Title: Artistic Appeal
Series: Bottled Up, Book 6
Author: Andrew Grey
Genre: Contemporary Romance, M/M Romance
Sensuality Rating: Erotic
Source: review copy from publisher
Published: October 2011 by Dreamspinner Press
Brian Watson knows close friends Gerald Young and Dieter Krumpf have an ulterior motive when they invite him to their Christmas party. Brian has taken over the case to secure the return of the famous painting called The Woman in Blue to Dieter, but they don’t want Brian to be all work and no play. They intend to set him up with a friend, but he’s not who catches Brian’s eye. Instead, it’s Nicolai, the deaf art restorer caring for the works already returned to Dieter.
But pursuing Nicolai won’t be easy. A year ago Nicolai had to fight to regain his independence after a bad break-up, and he’s reluctant to give up his freedom a second time. Plus, Brian has competition in Justin, Nicolai’s ex, who wants him back badly.
Nicolai’s reluctance isn’t the only roadblock. Brian was married to a woman for almost ten years. Now he has to confess to his mother, his ex-wife, and his young daughter that he loves a man—all while conducting a potentially groundbreaking court case and trying to convince Nicolai that love isn’t about co-dependence, it’s about support.
Reviewed By: J9
In a Nutshell: Above average MM romance with two likable leads in a well crafted romance.
The Set Up: Brian is an attorney who is working on a case for friends to regain stolen artwork. At a party this single-dad meets Nicolai, a deaf art restorer, and the two immediately click. But Nicolai has been burnt by his former lover who left because being partnered with a deaf man was too difficult for him. And Brian is raising his nine-year old daughter alone while dodging the machinations of his ex-wife. Will Brian and Nicolai find a way through all this to be a couple?
Why I Read this Book: I’ve enjoyed many Andrew Grey books in the past and am working my way through his backlist.
What I Liked: I loved both Brian and Nicolai. The men are honest with each other and themselves as they begin their tentative relationship. Nicolai and Brian’s worries are both believable and don’t feel forced. The men acknowledge to themselves and each other when they’ve screwed up; for instance Brian’s fear of his ex-wife finding out about Nicolai, and the men maturely handle their issues. The sexual and emotional intimacy between Nicolai and Brian progresses naturally and with great impact for readers. I adored the inclusion of Nicolai’s deafness in their lovemaking. Brian’s appreciation for Nicolai’s uniqueness is heartwarming as it was realistic, believable and loving.

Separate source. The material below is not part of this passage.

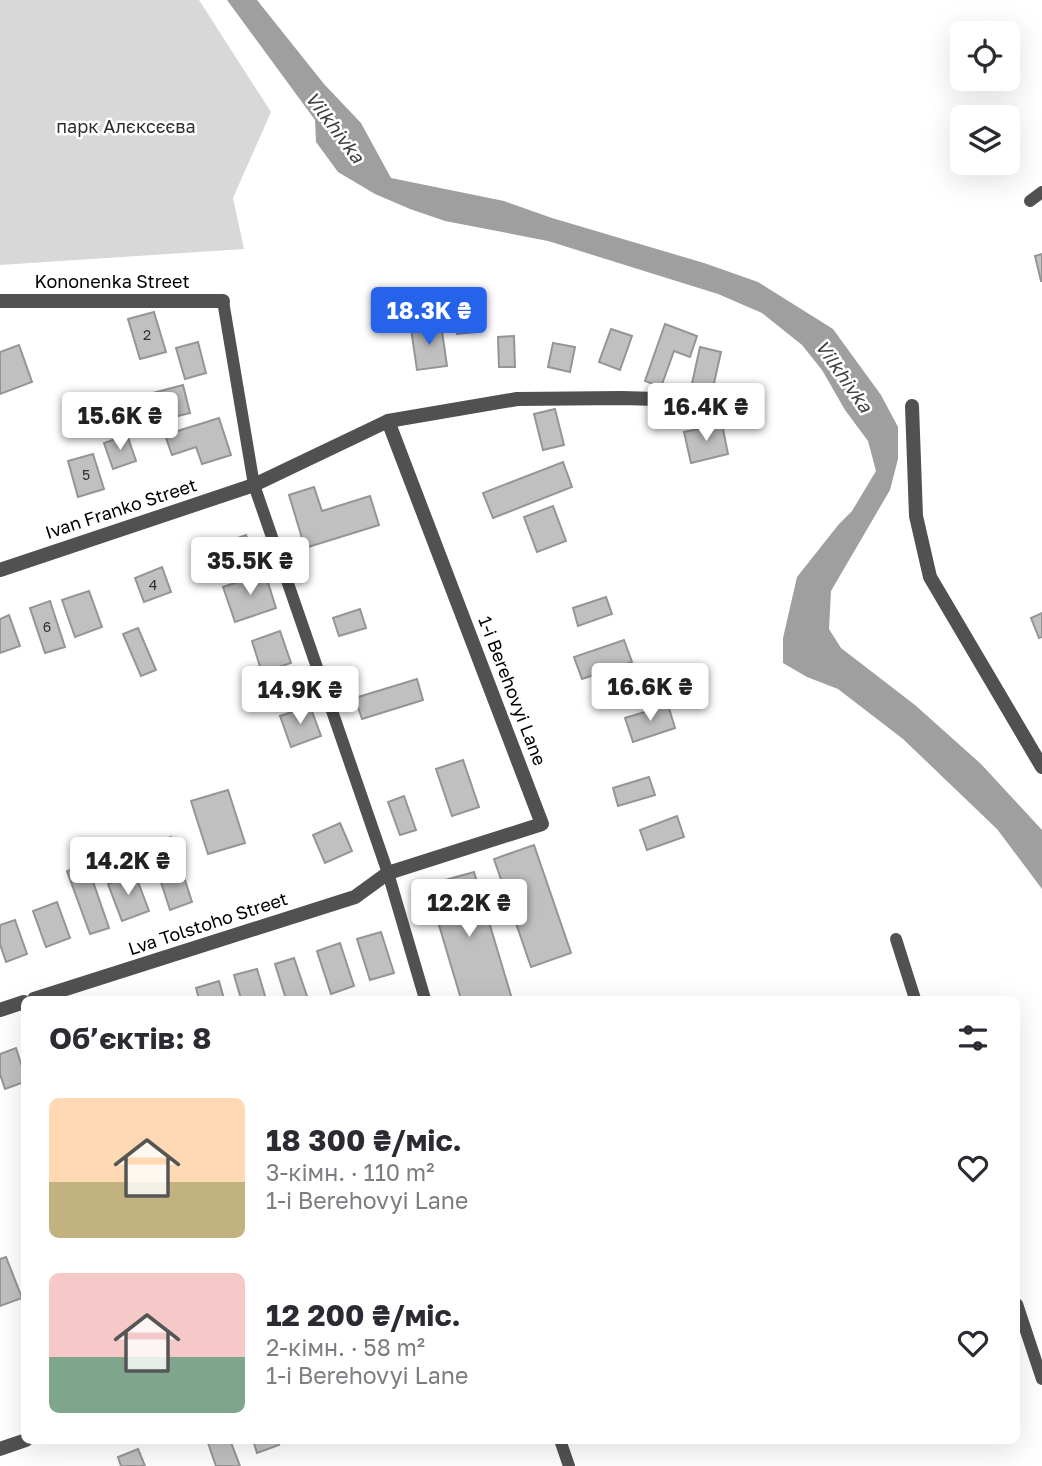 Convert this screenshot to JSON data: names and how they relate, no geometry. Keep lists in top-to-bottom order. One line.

What I Also Liked: Brian and Nicolai build a family as well as a relationship in this novel and I enjoyed this a lot. Brian’s friends become their closest confidantes and help form a community to help raise his daughter, Zoe. Zoe is a bit of a plot moppet in her perfection and lovely acceptance of Nicolai and his place in their lives but she’s cute enough while doing so for me to overlook the unrealistic perfection. Brian’s mother and sister also play good roles in this book that I liked a lot.
What I Didn’t Like: I can’t say exactly what I didn’t like without spoiling it a bit but will say that Nicolai’s ex-boyfriend situation gave me a bit of reader whiplash. The set up with Justin, Nicolai’s ex, goes one way and then alters quickly mid-book never to be picked back up. The entire Justin drama seemed contrived to me. The story had enough plot with the art recovery lawsuit that Brian was working on and it didn’t need this silly ex-boyfriend drama, in my opinion.
IMO: I greatly enjoyed this lovely MM romance that balanced sexual and emotional intimacy between two unique leads and recommend it to other MM readers.